JORF n°103 du 3 mai 2002

Chapitre Ier : De l'organisation

Article 19

Le président du Conseil de la concurrence peut, dans les cas prévus par le livre IV du code de commerce, déléguer certaines de ses attributions à un vice-président.
Le président du Conseil de la concurrence est suppléé, en cas d'absence ou d'empêchement, par un vice-président. En cas de vacance du poste de président, le vice-président dont la nomination dans cette fonction est la plus ancienne assure l'intérim.

Article 20

Le rapporteur général ainsi que le ou les rapporteurs généraux adjoints sont nommés pour quatre ans, parmi les membres du Conseil d'Etat, les magistrats, les fonctionnaires de catégories A et les personnes pouvant justifier d'une expérience d'au moins cinq ans dans le domaine du droit de la concurrence et titulaires d'un des diplômes permettant d'accéder à un corps de catégorie A. Ils peuvent être renouvelés une fois dans leur fonctions.
Le rapporteur général anime et contrôle l'activité des rapporteurs. Il veille, notamment :
- à ce que les rapporteurs effectuent des actes tendant à la recherche, à la constatation ou à la sanction des faits concernés par l'instruction des affaires dont il leur a confié l'examen ;
- à la qualité des notifications de griefs, des rapports et autres actes d'instruction effectués par les rapporteurs.
Il peut déléguer à un ou des rapporteurs généraux adjoints tout ou partie des attributions qu'il détient au titre du présent décret.
En cas de vacance du poste de rapporteur général, le président désigne l'un des rapporteurs généraux adjoints pour assurer l'intérim.

Article 21

Les rapporteurs permanents sont nommés parmi les membres du Conseil d'Etat, les magistrats, les fonctionnaires de catégorie A, les agents contractuels de l'Etat de niveau équivalent ou les personnalités ayant une compétence économique ou juridique et titulaires d'un des diplômes permettant d'accéder à un corps de catégorie A.

Article 22

Le président du Conseil de la concurrence peut faire appel à des rapporteurs extérieurs choisis parmi les membres du Conseil d'Etat, les magistrats, les fonctionnaires de catégorie A ou les agents contractuels de l'Etat de niveau équivalent en activité ou ayant fait valoir leurs droits à la retraite.

Article 23

Le président du Conseil de la concurrence fixe le nombre et la composition des sections ; il affecte les membres du Conseil de la concurrence à chacune d'entre elles.
Chaque section est présidée par le président du Conseil de la concurrence ou par l'un des vice-présidents ou, lorsque cela est nécessaire pour permettre un nouvel examen d'une affaire dans une formation différente, par le membre le plus ancien de la section.
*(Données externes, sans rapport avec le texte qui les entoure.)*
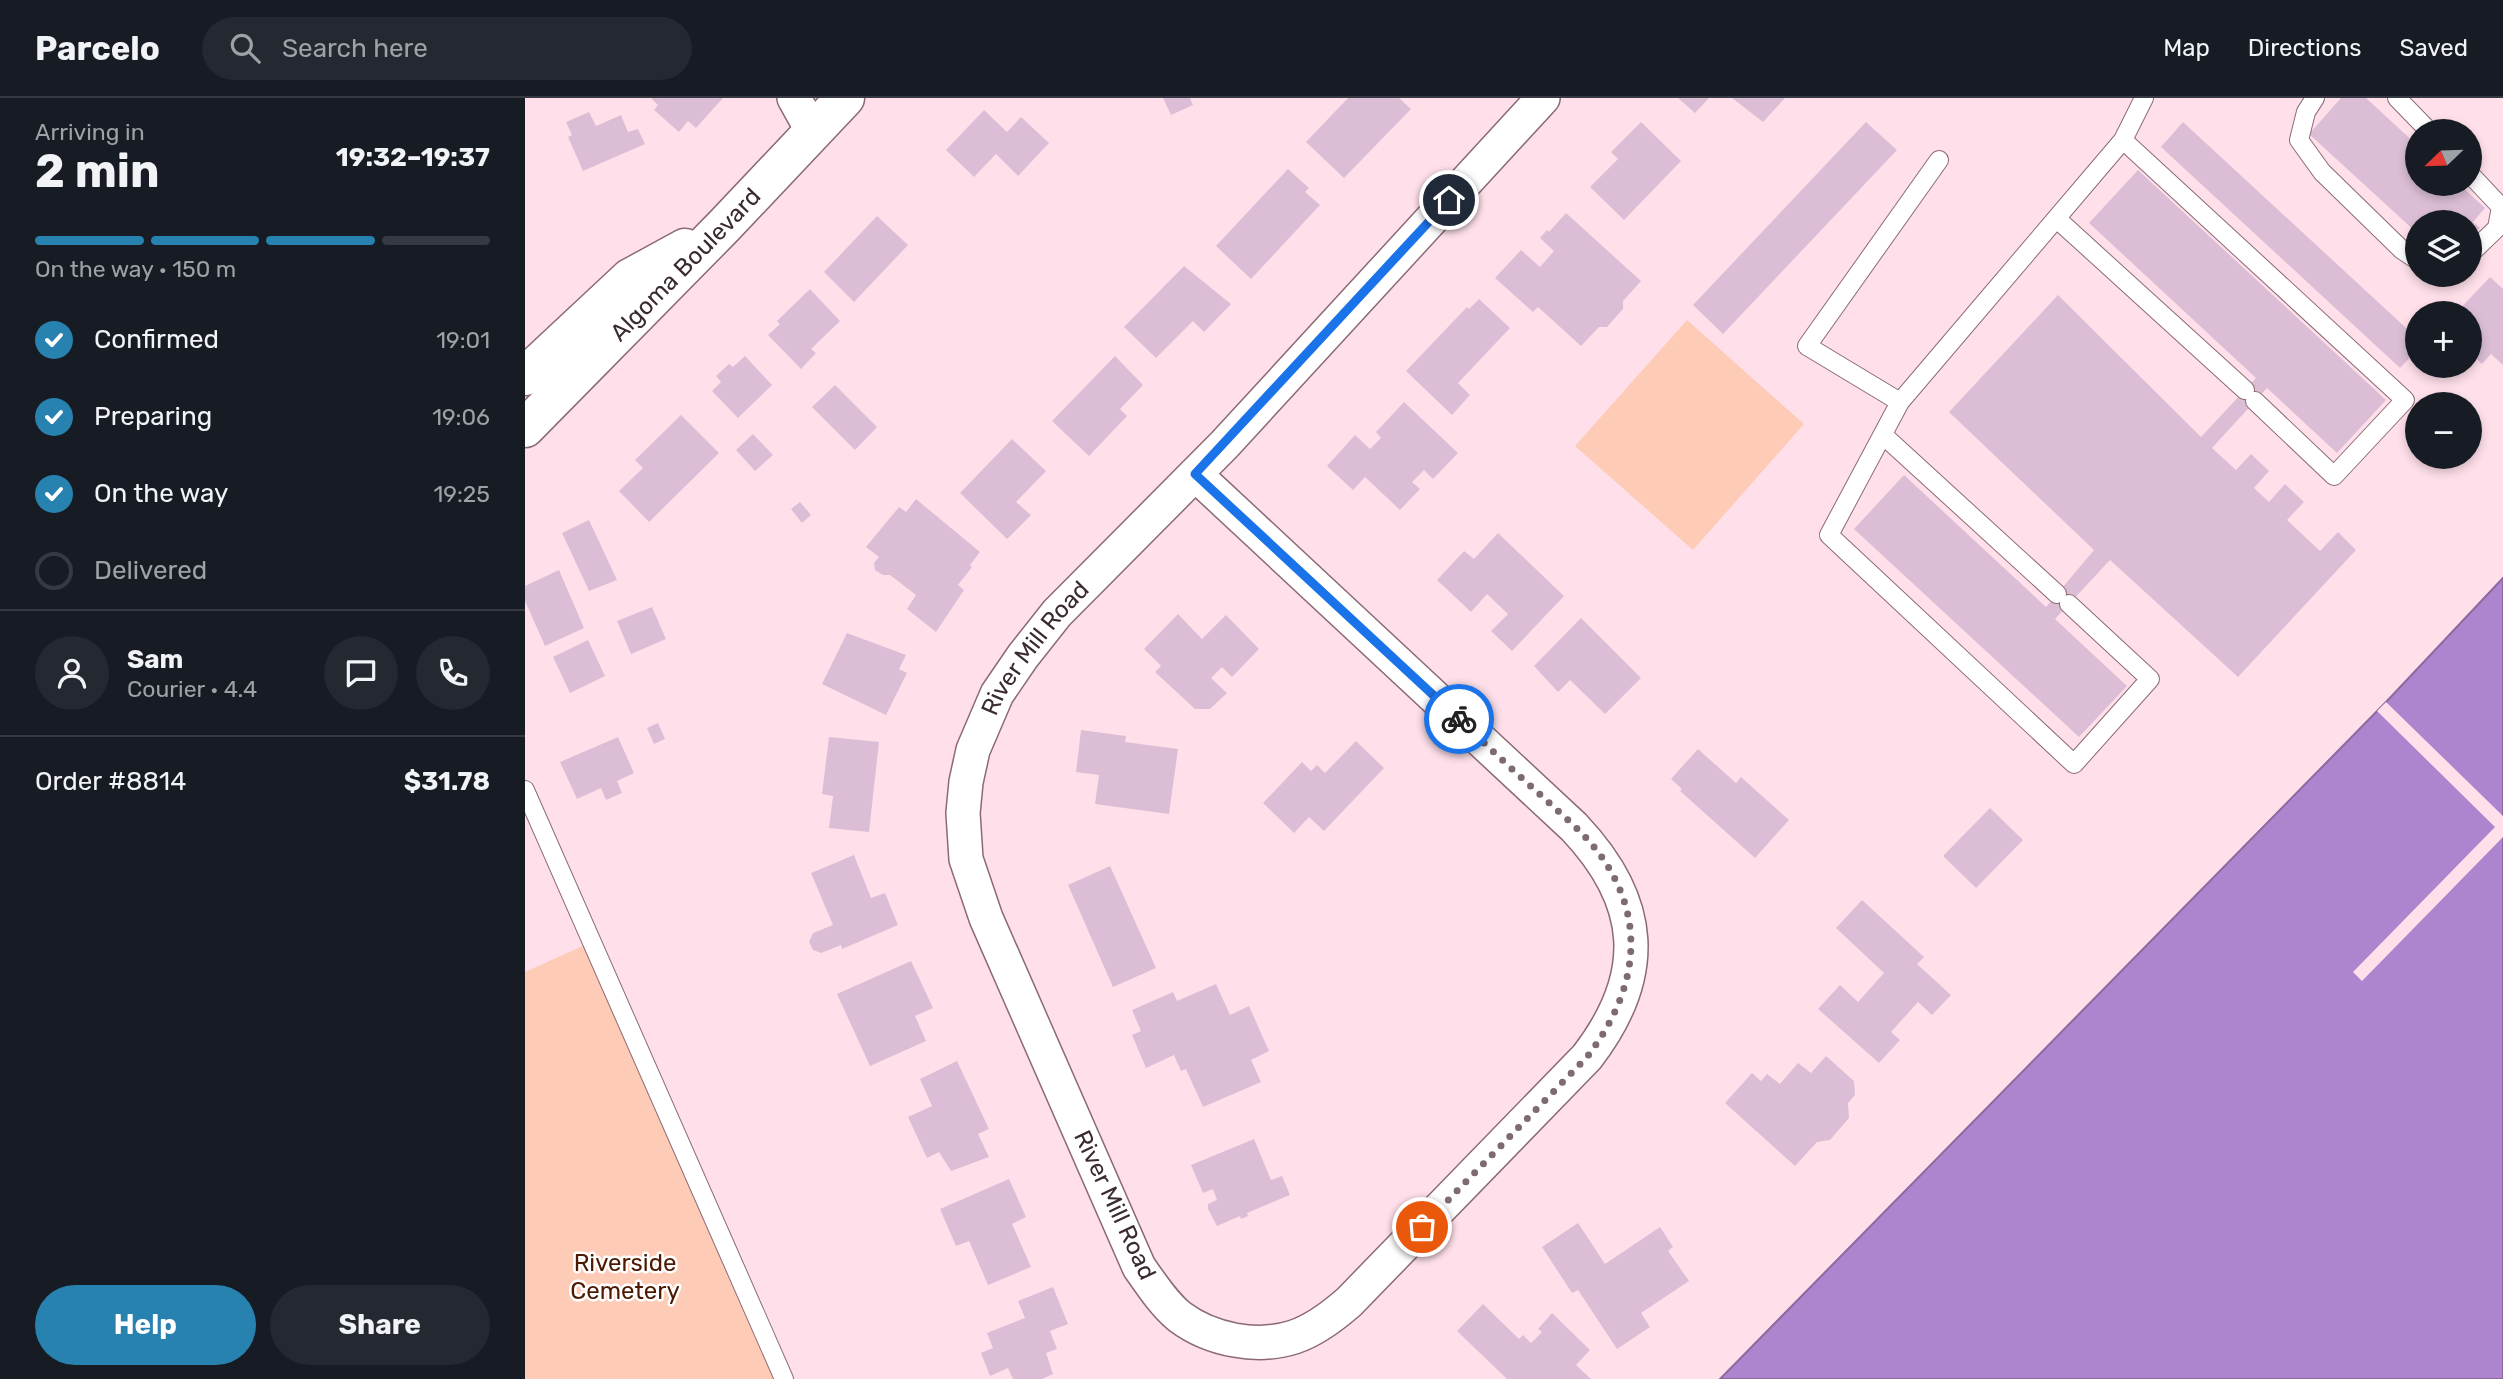 <!DOCTYPE html>
<meta charset="utf-8">
<style>
body{margin:0;font-family:Rubik,sans-serif;background:#242831;color:#f1f3f6;height:100vh;display:flex;flex-direction:column;font-size:26px;white-space:nowrap}
*{box-sizing:border-box;margin:0}
p{font-size:23px;color:#9ea1a6}
.icon{flex:none;width:38px;height:38px;fill:none;stroke:currentColor;stroke-width:2;stroke-linecap:round;stroke-linejoin:round}
.map{position:relative;flex:1;overflow:hidden}
.panel{display:flex;flex-direction:column;background:#171b24;width:525px}
.panel>*{flex:none}
.needle{width:46px;rotate:247deg}
.fabs{position:absolute;left:1880px;top:21px;display:grid;gap:14px}
.fabs a{display:grid;place-items:center;width:77px;height:77px;border-radius:50%;background:#171b24;box-shadow:0 4px 10px #0003;font-size:35px}
.pin{position:absolute;display:grid;place-items:center;width:60px;height:60px;color:#fff;margin:-30px;border:4px solid #fff;border-radius:50%;box-shadow:0 2px 7px #0007}
.courier{position:absolute;display:grid;place-items:center;width:70px;height:70px;margin:-35px;border:5px solid #1a73e8;border-radius:50%;background:#fff;color:#222;box-shadow:0 2px 9px #0007}
.overview em{font-style:normal;font-weight:700}
.overview div{display:flex;flex-direction:column-reverse}
.overview{display:flex;align-items:center;justify-content:space-between;height:119px;padding:0 35px}
h1{font-size:46px;font-weight:700;line-height:52px}
.bar{display:grid;grid-template-columns:repeat(4,1fr);gap:10px 7px;align-content:center;height:84px;padding:0 35px}
.bar i{height:9px;border-radius:5px;background:#363941}
.bar .selected{background:#2882b0}
.bar p{grid-column:span 4}
.line{display:flex;align-items:center;gap:18px;padding:0 35px;border-top:2px solid #363941}
.line div{flex:1}
.round{display:grid;place-items:center;flex:none;width:74px;height:74px;border-radius:37px;background:#242831}
ol{padding:0 35px;list-style:none}
li{display:flex;align-items:center;gap:21px;height:77px}
li p{margin-inline-start:auto}
li .icon{padding:7px;border-radius:50%;background:#2882b0;color:#fff;stroke-width:4}
li:last-child{color:#9ea1a6}
li i{width:38px;height:38px;border:4px solid #363941;border-radius:50%}
.action{display:flex;gap:14px;margin-top:auto;padding:14px 35px}
.action a{flex:1;height:80px;border-radius:42px;background:#2882b0;color:#fff;font-size:28px;font-weight:700;line-height:80px;text-align:center}
.action a+a{background:#242831;color:#f1f3f6}
header{display:flex;align-items:center;gap:42px;box-sizing:border-box;height:98px;padding:0 35px;background:#171b24;border-bottom:2px solid #363941}
header strong{font-size:33px}
nav{display:flex;gap:38px;margin-inline-start:auto;font-size:24px}
.search{width:490px;height:63px;background:#242831;display:flex;align-items:center;gap:18px;box-sizing:border-box;padding:0 24px;border-radius:38px;color:#9ea1a6;font-size:26px}
main{display:flex;flex:1;min-height:0}
.map>svg:first-child{display:block}
</style>
<header>
<strong>Parcelo</strong>
<div class="search"><svg class="icon" aria-label="search" viewBox="0 0 24 24"><circle cx="10" cy="10" r="6"/><path d="M15 15l6 6"/></svg>Search here</div>
<nav><a>Map</a><a>Directions</a><a>Saved</a></nav>
</header>
<main>
<section class="panel">
<div class="overview"><div><h1>2 min</h1><p>Arriving in</p></div><em>19:32–19:37</em></div>
<div class="bar"><i class="selected"></i><i class="selected"></i><i class="selected"></i><i></i><p>On the way · 150 m</p></div>
<ol>
<li><svg class="icon" aria-label="check" viewBox="0 0 24 24"><path d="M5 12l5 5 9-10"/></svg>Confirmed<p>19:01</p></li>
<li><svg class="icon" aria-label="check" viewBox="0 0 24 24"><path d="M5 12l5 5 9-10"/></svg>Preparing<p>19:06</p></li>
<li><svg class="icon" aria-label="check" viewBox="0 0 24 24"><path d="M5 12l5 5 9-10"/></svg>On the way<p>19:25</p></li>
<li><i></i>Delivered</li>
</ol>
<div class="line" style="height:126px"><a class="round"><svg class="icon" aria-label="person" viewBox="0 0 24 24"><circle cx="12" cy="8" r="4"/><path d="M4 21q1-7 8-7t8 7"/></svg></a><div><b>Sam</b><p>Courier · 4.4</p></div><a class="round"><svg class="icon" aria-label="chat" viewBox="0 0 24 24"><path d="M4 5h16v11H9l-5 4z"/></svg></a><a class="round"><svg class="icon" aria-label="phone" viewBox="0 0 24 24"><path d="M5 4h4l2 5-3 2q2 4 5 5l2-3 5 2v4C11 20 4 13 5 4z"/></svg></a></div>
<div class="line" style="height:91px"><div>Order #8814</div><b>$31.78</b></div>
<div class="action"><a>Help</a><a>Share</a></div>
</section>
<div class="map">
<svg width="1978" height="1281" viewBox="0 0 1978 1281">
<rect width="100%" height="100%" fill="#ffe0ea"/>
<path fill="#fdcbb6" d="M 1162,222 L 1279,326 L 1168,452 L 1050,348 Z
M 60,847 L 255,1281 L 0,1281 L 0,874 Z"/>
<path fill="#ac85ce" stroke="#8a6a9f" stroke-width="2" d="M 1978,480 L 1978,1281 L 1195,1281 L 1861,604 Z"/>
<path fill="#ffe0ea" d="M 1861,604 L 1978,718 L 1978,739 L 1837,883 L 1828,874 L 1970,729 L 1852,613 Z"/>
<path fill="#dbbed5" d="M 126,0 L 198,0 L 171,30 L 163,23 L 154,34 L 129,12 L 133,7 Z
M 638,0 L 665,0 L 668,7 L 646,17 Z
M 823,0 L 874,0 L 886,11 L 819,80 L 781,44 Z
M 1153,0 L 1184,0 L 1170,15 Z
M 1207,0 L 1260,0 L 1238,24 Z
M 1816,0 L 1841,0 L 1892,47 L 1892,86 L 1934,86 L 1960,110 L 1948,124 L 1955,130 L 1944,141 L 1944,124 L 1892,124 L 1892,135 L 1784,36 Z
M 459,12 L 482,34 L 496,19 L 524,45 L 493,78 L 471,56 L 449,79 L 421,52 Z
M 64,14 L 71,28 L 96,17 L 103,34 L 113,31 L 120,46 L 58,73 L 43,39 L 47,37 L 41,24 Z
M 1116,24 L 1156,63 L 1099,122 L 1065,89 L 1093,61 L 1086,54 Z
M 1341,24 L 1372,52 L 1198,236 L 1168,207 Z
M 1658,24 L 1892,240 L 1892,252 L 1875,270 L 1636,49 Z
M 763,71 L 784,90 L 780,94 L 795,107 L 726,181 L 691,148 Z
M 1613,72 L 1861,302 L 1812,355 L 1742,290 L 1687,350 L 1711,372 L 1726,356 L 1744,373 L 1729,390 L 1744,404 L 1760,386 L 1779,404 L 1762,422 L 1795,453 L 1813,434 L 1831,452 L 1713,579 L 1585,462 L 1530,521 L 1602,588 L 1554,639 L 1329,431 L 1379,377 L 1521,509 L 1569,452 L 1424,314 L 1533,197 L 1676,339 L 1731,280 L 1564,125 Z
M 1041,115 L 1116,183 L 1098,203 L 1098,211 L 1082,229 L 1074,229 L 1056,248 L 1013,209 L 1008,214 L 970,180 L 996,152 L 1015,169 L 1029,153 L 1015,140 L 1022,132 L 1024,134 Z
M 352,118 L 383,147 L 329,204 L 299,174 Z
M 659,168 L 706,206 L 679,234 L 668,223 L 631,260 L 599,229 Z
M 1965,179 L 1978,191 L 1978,267 L 1966,256 L 1957,266 L 1944,254 L 1944,215 L 1931,215 Z
M 285,191 L 315,223 L 286,251 L 291,255 L 276,271 L 243,237 L 255,226 L 252,223 Z
M 954,201 L 985,230 L 933,285 L 945,297 L 927,317 L 881,273 L 942,209 L 944,211 Z
M 220,258 L 247,287 L 213,320 L 187,293 L 196,284 L 191,278 L 204,266 L 208,269 Z
M 590,258 L 618,287 L 595,311 L 602,318 L 564,358 L 527,323 Z
M 310,287 L 352,329 L 330,352 L 287,309 Z
M 879,304 L 933,355 L 908,381 L 899,372 L 887,384 L 895,391 L 875,412 L 840,379 L 828,392 L 802,368 L 830,337 L 845,351 L 856,340 L 851,334 Z
M 156,317 L 194,355 L 124,424 L 94,393 L 118,370 L 110,362 Z
M 228,336 L 248,357 L 230,373 L 211,352 Z
M 487,341 L 521,373 L 491,404 L 506,417 L 482,441 L 435,395 Z
M 391,401 L 455,454 L 445,467 L 447,469 L 433,487 L 439,492 L 411,534 L 382,511 L 391,497 L 365,477 L 358,477 L 350,472 L 349,465 L 354,459 L 341,449 L 374,409 L 381,414 Z
M 275,404 L 286,417 L 277,425 L 266,411 Z
M 64,422 L 92,482 L 64,493 L 37,435 Z
M 973,435 L 1039,498 L 987,553 L 966,533 L 983,516 L 962,496 L 946,514 L 912,482 L 939,453 L 949,461 Z
M 34,472 L 59,530 L 20,548 L 0,503 L 0,488 Z
M 127,509 L 141,541 L 106,556 L 92,523 Z
M 653,516 L 677,541 L 701,517 L 734,551 L 707,579 L 697,569 L 686,580 L 702,595 L 685,611 L 670,611 L 630,574 L 636,568 L 619,551 Z
M 1056,520 L 1116,580 L 1080,616 L 1045,582 L 1033,594 L 1009,568 Z
M 322,535 L 381,557 L 374,571 L 382,575 L 361,617 L 297,586 Z
M 63,542 L 80,578 L 45,595 L 28,559 Z
M 133,625 L 140,641 L 129,646 L 122,630 Z
M 556,632 L 601,638 L 600,644 L 653,651 L 644,716 L 570,706 L 574,677 L 551,674 Z
M 93,639 L 109,675 L 92,683 L 97,695 L 81,702 L 76,690 L 52,701 L 35,664 Z
M 304,639 L 354,644 L 344,734 L 304,730 L 308,698 L 297,696 Z
M 831,643 L 859,670 L 799,733 L 784,719 L 769,735 L 738,705 L 777,664 L 786,673 L 792,667 L 800,675 Z
M 1173,651 L 1211,685 L 1216,679 L 1264,722 L 1230,760 L 1155,693 L 1157,691 L 1146,681 Z
M 1465,710 L 1498,742 L 1451,790 L 1418,758 Z
M 329,757 L 346,800 L 360,795 L 373,827 L 317,851 L 316,847 L 296,855 L 288,852 L 284,844 L 288,835 L 308,827 L 286,775 Z
M 585,768 L 631,870 L 588,889 L 543,787 Z
M 1337,802 L 1399,859 L 1392,866 L 1426,897 L 1407,917 L 1393,904 L 1366,934 L 1375,942 L 1354,965 L 1293,911 L 1315,887 L 1333,904 L 1359,875 L 1311,830 Z
M 386,863 L 408,910 L 390,918 L 401,943 L 345,968 L 312,896 Z
M 691,886 L 705,917 L 724,908 L 744,953 L 726,962 L 736,984 L 678,1009 L 661,971 L 656,973 L 649,957 L 621,970 L 607,937 L 616,933 L 607,912 L 648,894 L 652,903 Z
M 1301,958 L 1329,983 L 1330,997 L 1323,1005 L 1324,1020 L 1305,1042 L 1292,1044 L 1270,1068 L 1200,1005 L 1227,975 L 1236,983 L 1242,976 L 1255,986 L 1273,965 L 1286,975 Z
M 432,963 L 464,1031 L 453,1036 L 464,1059 L 426,1073 L 414,1054 L 402,1060 L 383,1019 L 407,1008 L 395,981 Z
M 729,1041 L 746,1082 L 757,1078 L 765,1097 L 722,1115 L 723,1118 L 716,1121 L 715,1118 L 692,1128 L 683,1111 L 683,1106 L 692,1102 L 688,1091 L 678,1095 L 666,1067 Z
M 484,1081 L 501,1119 L 487,1126 L 506,1169 L 463,1187 L 444,1143 L 431,1148 L 415,1111 Z
M 1053,1125 L 1080,1166 L 1135,1129 L 1148,1149 L 1143,1153 L 1164,1183 L 1116,1215 L 1125,1229 L 1092,1251 L 1053,1192 L 1047,1195 L 1017,1149 Z
M 528,1189 L 543,1226 L 525,1233 L 532,1251 L 521,1255 L 528,1276 L 517,1281 L 488,1281 L 483,1270 L 465,1278 L 456,1255 L 468,1250 L 462,1235 L 500,1220 L 493,1203 Z
M 958,1206 L 994,1241 L 998,1237 L 1006,1245 L 1017,1234 L 1013,1231 L 1027,1215 L 1065,1252 L 1051,1267 L 1066,1281 L 982,1281 L 932,1233 Z"/>
<g fill="none" stroke-linecap="round" stroke-linejoin="round">
<defs>
<path id="lane" d="M 1790,0 L 1781,14 L 1774,42 L 1797,74 L 1877,152 L 1892,162
M 1872,0 L 1904,33
M 1598,42 L 1880,302 L 1809,378 L 1730,303
M 1414,62 L 1282,248 L 1375,304 L 1598,42 L 1619,0
M 1944,75 L 1976,109 L 1972,130 L 1944,157
M 1532,121 L 1720,292
M 1913,177 L 1915,179 L 1918,177
M 1375,304 L 1304,437 L 1549,666 L 1625,581 L 1544,506
M 1358,337 L 1532,496
M 0,692 L 259,1281"/>
<g id="street">
<path d="M 269,0 L 288,34"/>
<path id="s1" d="M 670,376 L 1049,729 C 1120,804 1125,877 1062,959 L 824,1204 C 808,1218 790,1232 769,1239 C 732,1251 686,1242 655,1219 C 639,1206 626,1186 614,1169 L 461,820 L 441,761 L 438,715 L 441,684 L 448,652 L 472,596 L 498,558 L 532,515 L 699,347 L 1018,0"/>
</g>
<g id="primary">
<path d="M 0,278 L 105,180 L 160,150"/>
<path id="s2" d="M 0,330 L 199,128 L 320,0"/>
</g>
</defs>
<use href="#lane" stroke="#8b6a75" stroke-width="20"/>
<use href="#street" stroke="#8b6a75" stroke-width="36"/>
<use href="#primary" stroke="#8b6a75" stroke-width="41"/>
<use href="#lane" stroke="#fff" stroke-width="18"/>
<use href="#street" stroke="#fff" stroke-width="33"/>
<use href="#primary" stroke="#fff" stroke-width="38"/>
</g>
<g fill="none" stroke-linecap="round" stroke-linejoin="round">
<path stroke="#7e6a71" stroke-width="7" stroke-dasharray="0 12.6" d="M 897,1129 L 1062,959 C 1111,895 1125,823 1073,754 C 1058,734 1038,718 1020,701 C 991,675 962,648 934,621"/>
<path stroke="#1a73e8" stroke-width="9" d="M 924,102 L 670,376 L 934,621"/>
</g>
<g text-anchor="middle" stroke-width="5" stroke-linejoin="round" paint-order="stroke">
<g font-size="24" fill="#392b30" stroke="#fff">
<text dy="8" stroke="none"><textPath href="#s2" startOffset="229">Algoma Boulevard</textPath></text>
<text dy="8" stroke="none"><textPath href="#s1" startOffset="2040">River Mill Road</textPath></text>
<text transform="translate(590 1107) rotate(65)" y="8">River Mill Road</text>
</g>
<g font-size="24" fill="#4c1900" stroke="#fff">
<text x="100" y="1173">Riverside<tspan x="100" dy="28">Cemetery</tspan></text>
</g>
</g>
</svg>
<div class="fabs">
<a><svg class="needle" viewBox="-14 -14 28 28"><path d="M0-13l5 13h-10z" fill="#e53935"/><path d="M0 13l5-13h-10z" fill="#9ea1a6"/></svg></a>
<a><svg class="icon" aria-label="layers" viewBox="0 0 24 24"><path d="M12 4l9 5-9 5-9-5zM3 14l9 5 9-5"/></svg></a>
<a>+</a>
<a>−</a>
</div>
<div class="pin" style="left:897px;top:1129px;background:#ea580c"><svg class="icon" aria-label="bag" viewBox="0 0 24 24"><path d="M5 8h14l-1 12H6zM9 8a3 3 0 0 1 6 0"/></svg></div>
<div class="pin" style="left:924px;top:102px;background:#1f2937"><svg class="icon" aria-label="home" viewBox="0 0 24 24"><path d="M3 11l9-7 9 7M6 9v11h12V9"/></svg></div>
<div class="courier" style="left:934px;top:621px"><svg class="icon" aria-label="bike" viewBox="0 0 24 24"><circle cx="6" cy="16" r="4"/><circle cx="18" cy="16" r="4"/><path d="M6 16l4-8h5l3 8M10 8l3 8H6M13 5h3"/></svg></div>
</div>
</main>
Elle comprend au moins deux autres membres. Les vice-présidents peuvent se suppléer en cas d'absence ou d'empêchement de l'un d'entre eux.

Article 24

Le conseil ne peut valablement délibérer que s'il comprend au moins huit membres en formation plénière et au moins trois membres en section, dont un membre de la catégorie mentionnée au 1° du II de l'article L. 461-1 du code de commerce. Une section peut à tout moment décider le renvoi d'une affaire en formation plénière.
La commission permanente ne peut délibérer que si trois de ses membres sont présents. En cas d'empêchement d'un de ses membres, la commission est complétée par un membre du conseil désigné par le président.

Article 25

Le Conseil de la concurrence adresse chaque année au ministre chargé de l'économie un rapport d'activité qui est publié au Journal officiel de la République française.
Les décisions du conseil prévues à l'article L. 464-8 du code de commerce et les avis rendus en application du titre III du livre IV du même code sont annexés à ce rapport.

Article 26

Le Conseil de la concurrence établit son règlement intérieur, qui fixe notamment les conditions de son fonctionnement administratif.
L'organisation du Conseil de la concurrence est fixée par décision de son président.

Article 27

Le président du Conseil de la concurrence peut déléguer sa signature au rapporteur général ou au secrétaire général pour engager les dépenses et signer les marchés.
Des régies de recettes et de dépenses peuvent être créées auprès du conseil par arrêté du ministre chargé de l'économie, des finances et de l'industrie dans les conditions prévues par le décret du 28 mai 1964 susvisé.